Scalax is a collection of utilties for helping developers to easily scale up JAX based machine learning models. The main idea of scalax is pretty simple: users write model and training code for a single GPU/TPU, and rely on scalax to automatically scale it up to hundreds of GPUs/TPUs. This is made possible by the JAX jit compiler, and scalax provides a set of utilities to help the users obtain the sharding annotations required by the jit compiler. Because scalax wraps around the jit compiler, existing JAX code can be easily scaled up using scalax with minimal changes.
Scalax came out of our experience building EasyLM, a scalable language model training library built on top of JAX.

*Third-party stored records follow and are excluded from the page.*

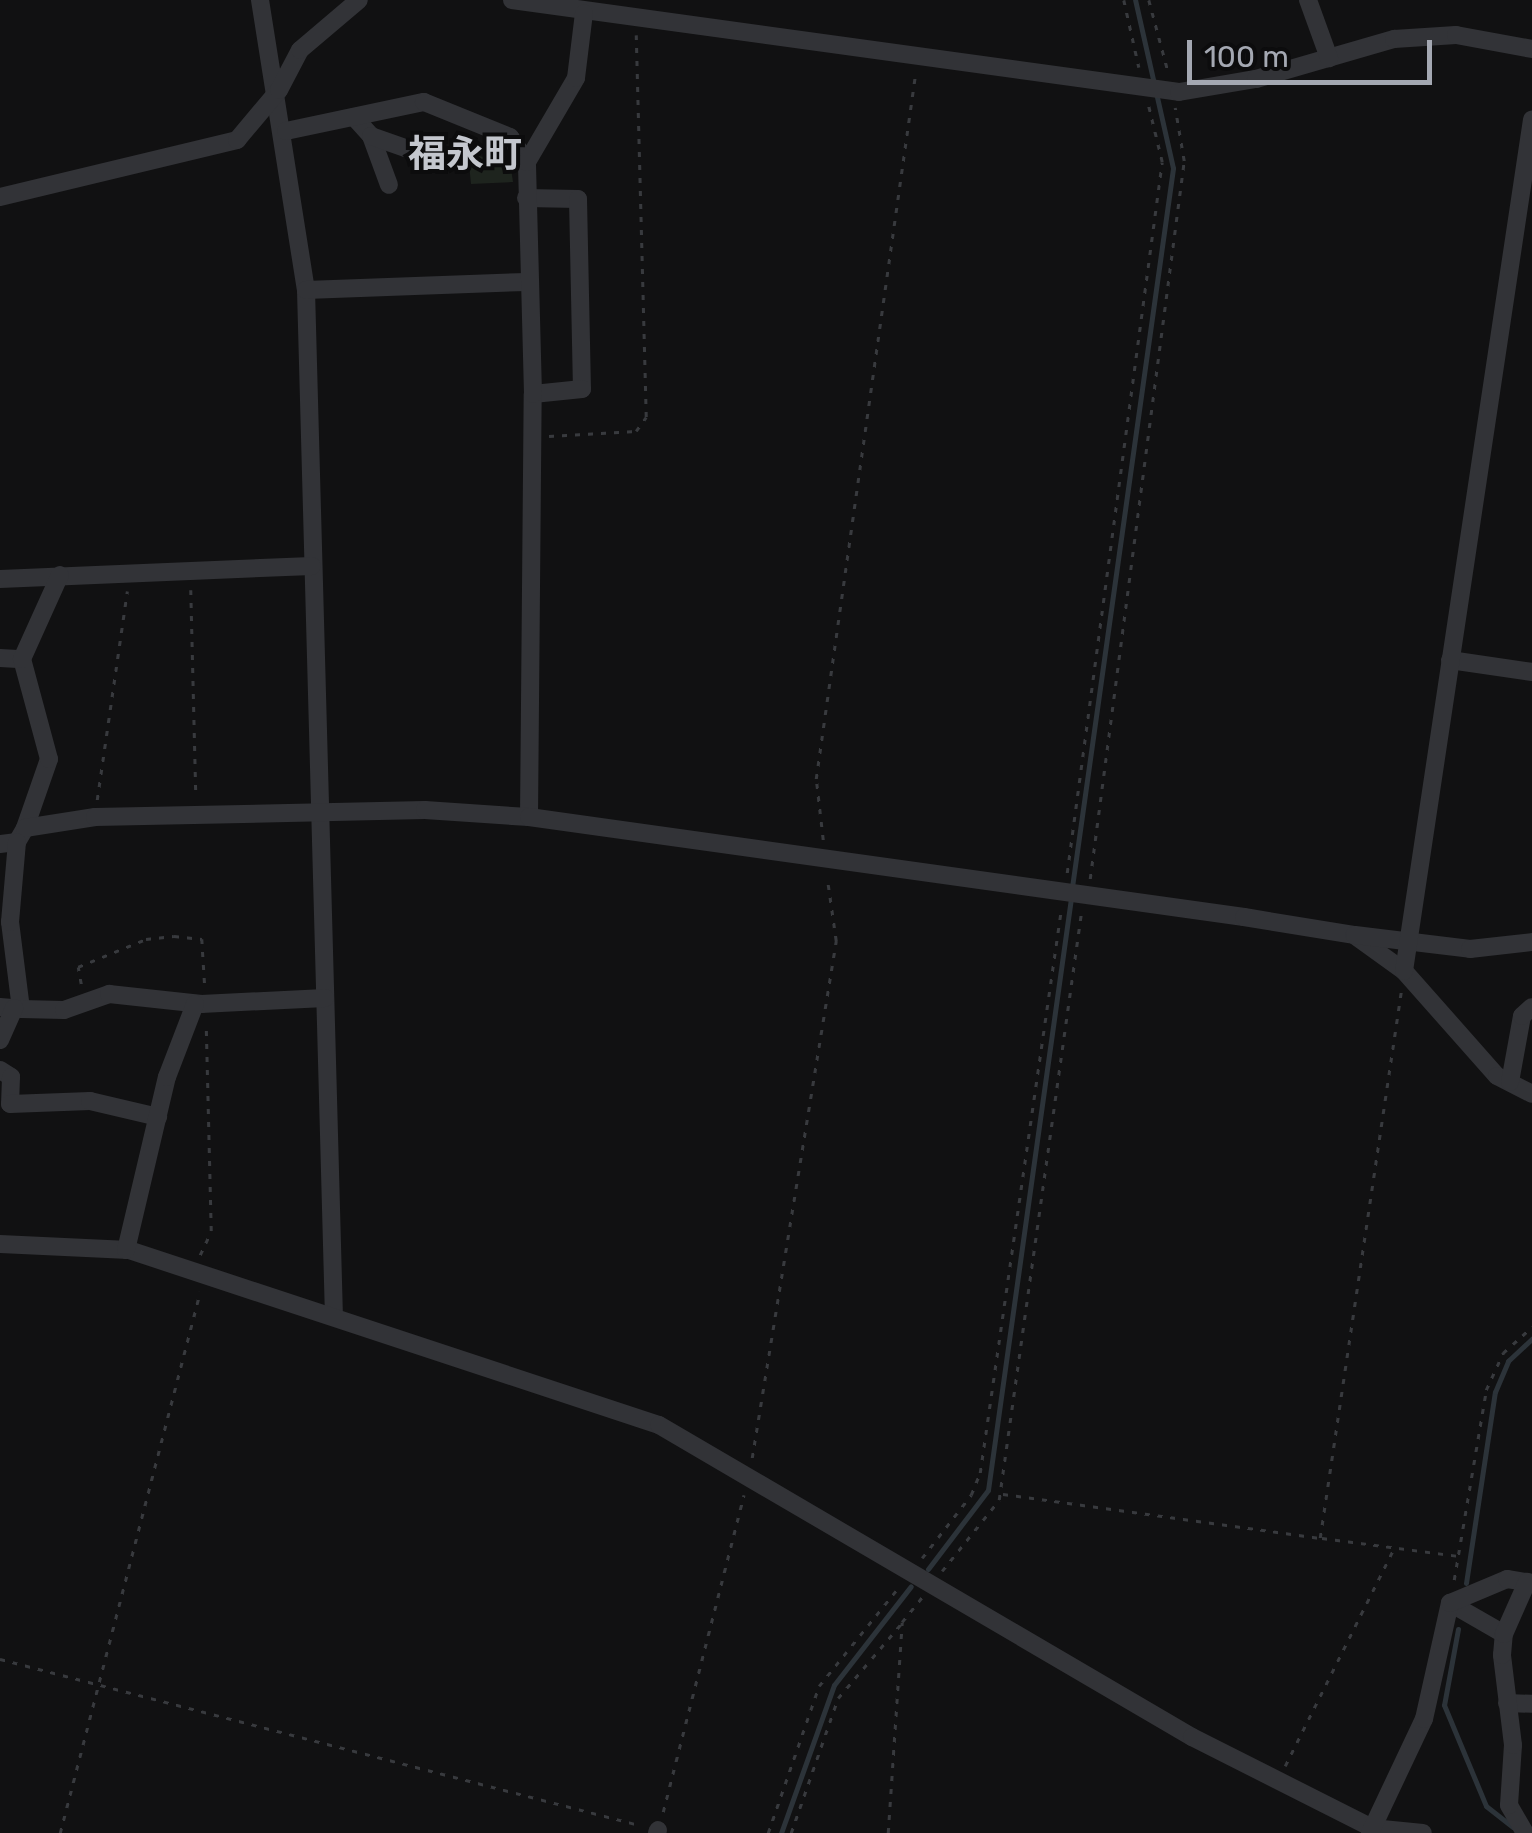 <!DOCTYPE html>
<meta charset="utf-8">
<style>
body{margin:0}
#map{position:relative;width:1532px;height:1833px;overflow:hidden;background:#111112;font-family:Rubik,"Noto Sans JP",sans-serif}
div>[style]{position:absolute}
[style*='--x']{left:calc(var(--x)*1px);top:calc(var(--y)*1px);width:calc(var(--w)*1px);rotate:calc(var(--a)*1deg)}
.green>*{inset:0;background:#1e241e}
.stream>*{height:5px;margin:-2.5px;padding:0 2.5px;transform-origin:2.5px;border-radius:2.5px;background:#2c3339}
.path>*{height:2.5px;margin-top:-1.25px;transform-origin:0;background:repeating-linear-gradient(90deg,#383a3e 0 5px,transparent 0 13px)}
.minor>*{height:18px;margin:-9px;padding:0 9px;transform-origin:9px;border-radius:9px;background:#323337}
span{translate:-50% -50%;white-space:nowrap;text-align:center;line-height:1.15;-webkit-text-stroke:8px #0c0c0d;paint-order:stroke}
.quarter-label{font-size:38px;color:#c4c7ce;font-weight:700}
.scale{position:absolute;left:1187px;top:40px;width:245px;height:45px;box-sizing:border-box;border:5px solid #a4a8b2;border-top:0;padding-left:12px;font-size:30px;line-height:35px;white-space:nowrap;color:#a4a8b2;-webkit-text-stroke:8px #0c0c0d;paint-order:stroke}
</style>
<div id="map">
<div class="green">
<div style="clip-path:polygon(468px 154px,510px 162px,513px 182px,471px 184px)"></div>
</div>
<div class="stream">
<div style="--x:1072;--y:887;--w:726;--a:-82"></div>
<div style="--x:1173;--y:168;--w:172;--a:-102.7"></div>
<div style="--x:928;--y:1569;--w:99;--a:-52.8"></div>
<div style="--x:988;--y:1490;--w:598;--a:-82.02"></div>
<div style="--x:1466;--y:1583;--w:193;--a:-81.4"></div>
<div style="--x:1495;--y:1392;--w:34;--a:-67"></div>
<div style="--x:1508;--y:1361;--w:33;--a:-43"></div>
<div style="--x:1458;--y:1629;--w:77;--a:100.4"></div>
<div style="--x:1444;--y:1705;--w:109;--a:67.4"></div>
<div style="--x:1486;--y:1806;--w:34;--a:38"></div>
<div style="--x:781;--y:1833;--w:157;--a:-70.3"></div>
<div style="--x:834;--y:1685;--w:125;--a:-52.1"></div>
</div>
<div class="path">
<div style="--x:1124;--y:0;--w:69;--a:77.4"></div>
<div style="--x:1149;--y:0;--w:73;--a:75"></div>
<div style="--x:549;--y:436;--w:87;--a:-3.3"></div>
<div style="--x:636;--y:431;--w:17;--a:-54"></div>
<div style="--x:646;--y:417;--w:382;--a:-91.5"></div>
<div style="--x:191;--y:590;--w:207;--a:88.6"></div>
<div style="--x:97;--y:800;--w:211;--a:-81.8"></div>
<div style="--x:823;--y:840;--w:61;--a:-96.5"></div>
<div style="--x:816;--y:779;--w:710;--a:-81.98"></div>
<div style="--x:1067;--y:873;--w:717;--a:-82.39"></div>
<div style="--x:1162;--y:162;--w:60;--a:-103.6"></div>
<div style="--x:1090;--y:879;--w:724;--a:-82.54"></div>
<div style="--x:1184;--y:161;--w:54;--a:-99.6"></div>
<div style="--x:81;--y:984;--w:17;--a:-100"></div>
<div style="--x:78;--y:967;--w:74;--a:-22.4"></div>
<div style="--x:146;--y:939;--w:28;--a:-6"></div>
<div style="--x:174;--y:936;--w:28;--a:6"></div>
<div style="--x:202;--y:939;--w:49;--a:86.5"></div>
<div style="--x:200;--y:1255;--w:26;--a:-65"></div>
<div style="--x:211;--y:1231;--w:205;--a:-91.4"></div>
<div style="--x:752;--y:1458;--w:524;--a:-80.77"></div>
<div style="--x:836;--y:941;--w:64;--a:-98.1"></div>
<div style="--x:1003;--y:1494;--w:320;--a:7.9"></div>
<div style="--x:1320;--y:1538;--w:552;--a:-81.56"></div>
<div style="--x:1322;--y:1538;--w:137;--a:7.5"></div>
<div style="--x:922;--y:1558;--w:80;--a:-52.1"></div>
<div style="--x:971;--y:1495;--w:24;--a:-68"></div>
<div style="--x:980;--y:1473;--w:569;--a:-81.81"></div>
<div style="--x:942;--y:1571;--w:91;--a:-51.2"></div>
<div style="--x:999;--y:1500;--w:592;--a:-82.03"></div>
<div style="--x:1454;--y:1580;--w:193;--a:-80.4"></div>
<div style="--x:1486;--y:1390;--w:41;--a:-65.3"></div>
<div style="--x:1503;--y:1353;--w:39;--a:-42"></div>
<div style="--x:0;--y:1659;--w:660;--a:14.56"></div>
<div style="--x:1285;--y:1766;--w:244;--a:-63.4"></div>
<div style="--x:663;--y:1812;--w:327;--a:-75.7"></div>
<div style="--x:60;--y:1833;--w:559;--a:-75.49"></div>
<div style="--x:768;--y:1833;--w:156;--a:-70.9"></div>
<div style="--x:819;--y:1686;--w:127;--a:-51.1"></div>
<div style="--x:791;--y:1833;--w:143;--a:-70.8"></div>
<div style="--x:838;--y:1698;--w:97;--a:-49.6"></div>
<div style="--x:888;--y:1833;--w:211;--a:-86.2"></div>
<div style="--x:902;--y:1622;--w:32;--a:-51"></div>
</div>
<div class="minor">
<div style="--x:260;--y:0;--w:294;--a:81"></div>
<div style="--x:306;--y:290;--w:1027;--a:88.44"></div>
<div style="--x:512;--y:0;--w:673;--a:7.85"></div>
<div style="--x:1179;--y:92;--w:78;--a:-9.6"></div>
<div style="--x:1256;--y:79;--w:144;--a:-16.2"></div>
<div style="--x:1394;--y:39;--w:62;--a:-3.7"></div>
<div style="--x:1456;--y:35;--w:77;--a:10.4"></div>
<div style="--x:1308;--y:0;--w:62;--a:70.1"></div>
<div style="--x:354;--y:117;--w:25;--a:48"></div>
<div style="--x:371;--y:136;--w:52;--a:69.8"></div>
<div style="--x:286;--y:131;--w:141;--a:-11.9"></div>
<div style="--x:424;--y:102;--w:93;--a:22.1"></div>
<div style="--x:510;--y:137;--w:30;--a:56"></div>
<div style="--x:371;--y:136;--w:46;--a:19.2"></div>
<div style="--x:0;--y:197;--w:244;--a:-13.5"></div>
<div style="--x:237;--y:140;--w:65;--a:-50"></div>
<div style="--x:279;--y:90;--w:45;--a:-62.3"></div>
<div style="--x:300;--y:50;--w:77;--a:-40.3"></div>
<div style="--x:526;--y:198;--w:52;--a:1.1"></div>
<div style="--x:578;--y:199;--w:190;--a:88.8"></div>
<div style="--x:582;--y:389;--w:49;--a:174.2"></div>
<div style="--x:306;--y:290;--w:221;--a:-2.1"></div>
<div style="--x:0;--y:579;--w:312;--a:-2.4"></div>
<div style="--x:0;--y:658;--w:22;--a:3"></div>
<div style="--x:1450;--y:660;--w:83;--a:8.3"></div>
<div style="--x:529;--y:817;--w:423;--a:-89.5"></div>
<div style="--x:533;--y:394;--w:232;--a:-91.5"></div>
<div style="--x:527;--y:162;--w:97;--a:-59.7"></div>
<div style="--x:576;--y:78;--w:65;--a:-83"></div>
<div style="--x:25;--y:828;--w:73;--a:-70.8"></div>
<div style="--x:49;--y:759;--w:104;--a:-105.1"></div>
<div style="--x:22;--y:659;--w:92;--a:-65.7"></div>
<div style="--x:0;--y:844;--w:17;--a:-7"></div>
<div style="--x:17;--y:842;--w:16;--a:-60"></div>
<div style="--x:25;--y:828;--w:71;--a:-8.9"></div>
<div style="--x:95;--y:817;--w:330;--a:-1.2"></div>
<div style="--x:425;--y:810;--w:104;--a:3.9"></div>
<div style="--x:529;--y:817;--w:722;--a:7.96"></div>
<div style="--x:1244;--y:917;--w:111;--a:9.3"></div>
<div style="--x:1354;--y:935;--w:62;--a:35.8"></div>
<div style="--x:1404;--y:971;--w:140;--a:48.5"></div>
<div style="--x:1497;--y:1076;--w:39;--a:27"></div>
<div style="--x:1355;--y:935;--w:116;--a:6.9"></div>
<div style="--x:1470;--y:949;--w:62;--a:-6.4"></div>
<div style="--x:1404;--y:971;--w:861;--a:-81.45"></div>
<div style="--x:0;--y:1007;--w:21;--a:5"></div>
<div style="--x:21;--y:1009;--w:88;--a:-97.2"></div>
<div style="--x:10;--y:922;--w:80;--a:-85"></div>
<div style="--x:21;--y:1009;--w:43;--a:1.3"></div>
<div style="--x:64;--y:1010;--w:48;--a:-19.6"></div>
<div style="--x:109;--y:994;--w:93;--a:6.2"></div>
<div style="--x:201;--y:1004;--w:124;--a:-2.8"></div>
<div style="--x:0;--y:1040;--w:35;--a:-66"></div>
<div style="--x:0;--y:1070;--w:13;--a:32"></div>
<div style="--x:11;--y:1077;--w:27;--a:92"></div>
<div style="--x:10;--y:1104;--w:80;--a:-2.1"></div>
<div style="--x:90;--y:1101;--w:70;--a:13.2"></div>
<div style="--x:1510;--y:1082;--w:67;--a:-79.7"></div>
<div style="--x:1522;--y:1016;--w:13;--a:-42"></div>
<div style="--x:0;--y:1244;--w:129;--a:2.7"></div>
<div style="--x:129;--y:1250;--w:558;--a:18.27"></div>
<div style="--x:659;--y:1425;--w:618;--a:30.34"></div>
<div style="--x:1192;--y:1737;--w:202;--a:26.8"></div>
<div style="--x:1372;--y:1828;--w:51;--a:5.6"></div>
<div style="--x:126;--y:1250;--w:178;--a:-76.7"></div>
<div style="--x:167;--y:1077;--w:78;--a:-69"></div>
<div style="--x:1450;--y:1603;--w:62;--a:29.9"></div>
<div style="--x:1507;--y:1703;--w:25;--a:2"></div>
<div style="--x:657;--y:1833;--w:3;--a:-72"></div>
<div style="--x:1370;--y:1833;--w:126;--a:-64.7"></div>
<div style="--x:1424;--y:1719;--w:119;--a:-77.4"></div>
<div style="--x:1450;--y:1603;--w:62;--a:-22.8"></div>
<div style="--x:1507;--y:1579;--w:25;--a:9"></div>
<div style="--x:1525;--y:1833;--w:32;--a:-120"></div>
<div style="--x:1509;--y:1805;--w:60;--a:-86.2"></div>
<div style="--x:1513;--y:1745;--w:91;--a:-97"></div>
<div style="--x:1502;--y:1655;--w:21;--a:-85"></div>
<div style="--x:1504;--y:1634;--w:57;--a:-66.1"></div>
</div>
<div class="quarter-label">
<span style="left:465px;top:155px">福永町</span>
</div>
<div class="scale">100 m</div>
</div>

Scalax is available on PyPI and can be installed using pip:
pip install scalax
Suppose we have a simple flax model and train step function that looks like this:
class Model(nn.Module):
...
def train_step(train_state, batch):
...
return updated_train_state, metrics
Typically, we would use jax.jit to compile the train_step function in order to accelerate the training:
@jax.jit
def train_step(train_state, batch):
...
return updated_train_state, metrics
This works fine for a single GPU/TPU, but if we want to scale up to multiple
GPU/TPUs, we need to partition the data or the model in order to parallelize
the training across devices. This is where scalax comes in. We can first create
a device mesh and then replace the jax.jit
decorator with mesh.sharded_jit
.
To use different parallelization strategies, we can provide different sharding
rules to the sharded_jit
function. For example, to change the previous example
into a data parallel training, we can do the following:
from functools import partial
from scalax.sharding import MeshShardingHelper, PartitionSpec
mesh = MeshShardingHelper([-1], ['dp']) # Create a 1D mesh with data parallelism axis
@partial(
mesh.sharded_jit,
in_shardings=None,
out_shardings=None,
# constraint the batch argument to be sharded along the dp axis to enable data parallelism
args_sharding_constraint=(PartitionSpec(), PartitionSpec('dp')),
)
def train_step(train_state, batch):
...
return updated_train_state, metrics
In this example, the model weights are replicated across all devices, and the data batch is sharded across the dp axis. This works well if the model fits into a single device. If the model is too large to fit into a single device, we can use fully sharded data parallelism to also partition the model across devices:
from functools import partial
from scalax.sharding import MeshShardingHelper, PartitionSpec, FSDPShardingRule
mesh = MeshShardingHelper([-1], ['fsdp']) # Create a 1D mesh with data parallelism axis
@partial(
mesh.sharded_jit,
in_shardings=(FSDPShardingRule(), None), # Shard the train_state using FSDP
out_shardings=(FSDPShardingRule(), None),
args_sharding_constraint=(FSDPShardingRule(), PartitionSpec('fsdp')),
)
def train_step(train_state, batch):
...
return updated_train_state, metrics
As we can see in the previous example, scalax allows user to shard the model and training without having to change the model or training code. This makes it easy to integrate scalax into existing JAX codebases.